WA: Yeah you probably wouldn’t be. The “Big Four” was four big burly white police officers that would ride around in a big black car, a or blue car and they would tell you to get your ass of the street and they would beet down Black people. And we would call them the “Big Four” because that’s who they were. You didn’t have a lot of Blacks on the police department — basically none back in those days, fire department same way. And so you didn’t have a lot of ownership of Black folk. So it was a trying time. Plus it was the sixties, fifties and sixties, era of Dr. King, you know, Civil Rights, voting rights back in that day we would see the Civil Rights marches and dogs biting folk on TV every day. Vietnam was popping and kicking and so it was a real activist time. Motown was strong. Marvin Gaye's "What's Going On," Stevie Wonder, 4 Tops, Supremes and all of that. So it was really hopping in Detroit and a lot of people had come and migrated to Detroit, Black people, for obviously for economic relief. So we were here, saw all of that. We wanted more Black history in our schools. Because I remember when I first started Central High School in '64 protesting about the fact that we didn’t have Black history, Black studies, like we should. We did walk-outs. I was a part of walk outs, which is a part of the reason I was matriculated to the student council.
ZS: Because they weren’t teaching about Black history enough?
WA: Not the way we wanted and they weren’t — It was not emphasized. And the sixties, that was a time when all of this going on like what you see going on at the colleges, Living Out, MSU [Michigan State University] and Howard and Mizzou, that was going on back then because the same thing you see going on now was going on then. Sit-ins shutting down universities; this is not new. It’s almost like reliving what we went through back in the sixties, which is a good thing because it shows this generation of young people ain’t dead, ain’t oblivious to what’s going on, that they are paying attention that they are in it and now it's their turn, so they going to make their own mistakes, their own gains, but it’s their time, so do something with it. So, that’s what was going on at the time and which propelled us to the — I guess moving us towards ;67 and —which should not have been a surprise for anybody. Because if you couple what was going on with Dr. King, his assassination, his march in Detroit in '63, Detroit being the first place where he delivered his “I Have a Dream” speech downtown, and birthplace of the labor movement, UAW [United Auto Workers] and I can remember the excitement around that, and John F. Kennedy being president, I mean, which gave us some new hope and insight that maybe here’s a guy that’s going to come in and change some stuff, which he tried to but he didn’t live long enough to really effectuate change. And when you saw all the things that were going on down South it affected us and so being up north, it was no bundle of joy because we had our issues to: Detroit, Chicago, New York, California. So, a lot of issues were happening in cities all around this country, not just in the South, but here too so all of that impacted what we were going through.
ZS: Could you talk specifically about your memories of the events that took place in the summer of 1967?

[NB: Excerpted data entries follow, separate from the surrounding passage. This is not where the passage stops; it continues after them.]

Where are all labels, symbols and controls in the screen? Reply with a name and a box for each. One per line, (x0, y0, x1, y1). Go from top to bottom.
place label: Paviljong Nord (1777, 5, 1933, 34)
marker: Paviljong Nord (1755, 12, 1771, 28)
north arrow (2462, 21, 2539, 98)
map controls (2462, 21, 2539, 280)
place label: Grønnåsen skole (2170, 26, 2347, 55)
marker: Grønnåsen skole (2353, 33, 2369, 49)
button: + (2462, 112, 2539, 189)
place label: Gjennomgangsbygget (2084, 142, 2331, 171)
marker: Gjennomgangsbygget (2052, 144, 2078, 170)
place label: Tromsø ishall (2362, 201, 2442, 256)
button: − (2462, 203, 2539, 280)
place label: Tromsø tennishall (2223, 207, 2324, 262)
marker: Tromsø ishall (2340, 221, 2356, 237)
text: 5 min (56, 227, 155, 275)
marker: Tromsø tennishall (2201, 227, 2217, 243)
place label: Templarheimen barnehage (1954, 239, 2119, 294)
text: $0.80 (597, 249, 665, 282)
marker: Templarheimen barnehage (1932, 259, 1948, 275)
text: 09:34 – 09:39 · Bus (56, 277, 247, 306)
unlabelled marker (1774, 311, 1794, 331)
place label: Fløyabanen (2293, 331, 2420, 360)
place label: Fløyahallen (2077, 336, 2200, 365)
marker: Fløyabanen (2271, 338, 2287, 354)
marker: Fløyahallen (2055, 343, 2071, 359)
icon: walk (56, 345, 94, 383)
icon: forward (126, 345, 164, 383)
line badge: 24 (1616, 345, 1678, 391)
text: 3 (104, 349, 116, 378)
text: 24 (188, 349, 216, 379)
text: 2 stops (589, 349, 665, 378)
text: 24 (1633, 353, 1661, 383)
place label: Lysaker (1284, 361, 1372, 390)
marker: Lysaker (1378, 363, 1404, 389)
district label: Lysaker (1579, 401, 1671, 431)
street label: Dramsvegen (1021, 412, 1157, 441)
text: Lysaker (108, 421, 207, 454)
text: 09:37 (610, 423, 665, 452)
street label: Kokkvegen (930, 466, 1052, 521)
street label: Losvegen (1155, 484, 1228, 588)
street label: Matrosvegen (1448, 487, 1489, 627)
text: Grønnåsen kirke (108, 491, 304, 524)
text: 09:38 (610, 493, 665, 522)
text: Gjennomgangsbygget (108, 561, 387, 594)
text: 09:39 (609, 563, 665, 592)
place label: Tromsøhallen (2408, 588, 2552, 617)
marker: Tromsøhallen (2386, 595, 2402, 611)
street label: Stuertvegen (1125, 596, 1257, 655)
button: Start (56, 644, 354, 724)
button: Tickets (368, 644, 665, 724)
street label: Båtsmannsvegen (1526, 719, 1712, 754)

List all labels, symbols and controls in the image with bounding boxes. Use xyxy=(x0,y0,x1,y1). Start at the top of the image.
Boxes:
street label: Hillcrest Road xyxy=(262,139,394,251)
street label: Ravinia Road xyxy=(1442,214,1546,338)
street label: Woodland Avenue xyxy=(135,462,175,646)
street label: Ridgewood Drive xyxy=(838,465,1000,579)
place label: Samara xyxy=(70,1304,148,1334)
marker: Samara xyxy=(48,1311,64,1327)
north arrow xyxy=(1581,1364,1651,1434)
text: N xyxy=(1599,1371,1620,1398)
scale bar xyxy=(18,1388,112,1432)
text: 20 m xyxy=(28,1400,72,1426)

WA: I remember seeing the smoke, the streets with tanks coming down them. I’ll never forget that I saw the corner stores — we lived on Linwood and Buena Vista near Davison. I remember the curfew and all of that and burning up on Twelfth Street because our church, St. Marks Presbyterian Church, was up on Twelfth and Atkinson and I had friends that lived over there who were right kind of in the thick of all of it. But I remember seeing the tanks come down Linwood. I remember Governor Romney and I think [Mayor Jerome] Cavanagh on Linwood. I remember Romney coming down with his sleeves rolled up — not his son, the daddy, his son was totally different than the daddy. I had a lot of respect for his father, because his father, former Governor George Romney, had a sensitivity. As a matter of fact, he started the HUD [Housing and Urban Development] program, he was the governor that helped initiate that and I think when he went to DC. And he started the Michigan Civil Rights Commission. So he was very sensitive, unlike Mitt; I don’t know what — he didn’t fall of the tree; well, he fell off but he might have fallen off on his head or something, I don’t know what the hell happened to him. But at any rate, his father was much more sensitive than he is, appears to be. So I remember seeing them comedown Linwood.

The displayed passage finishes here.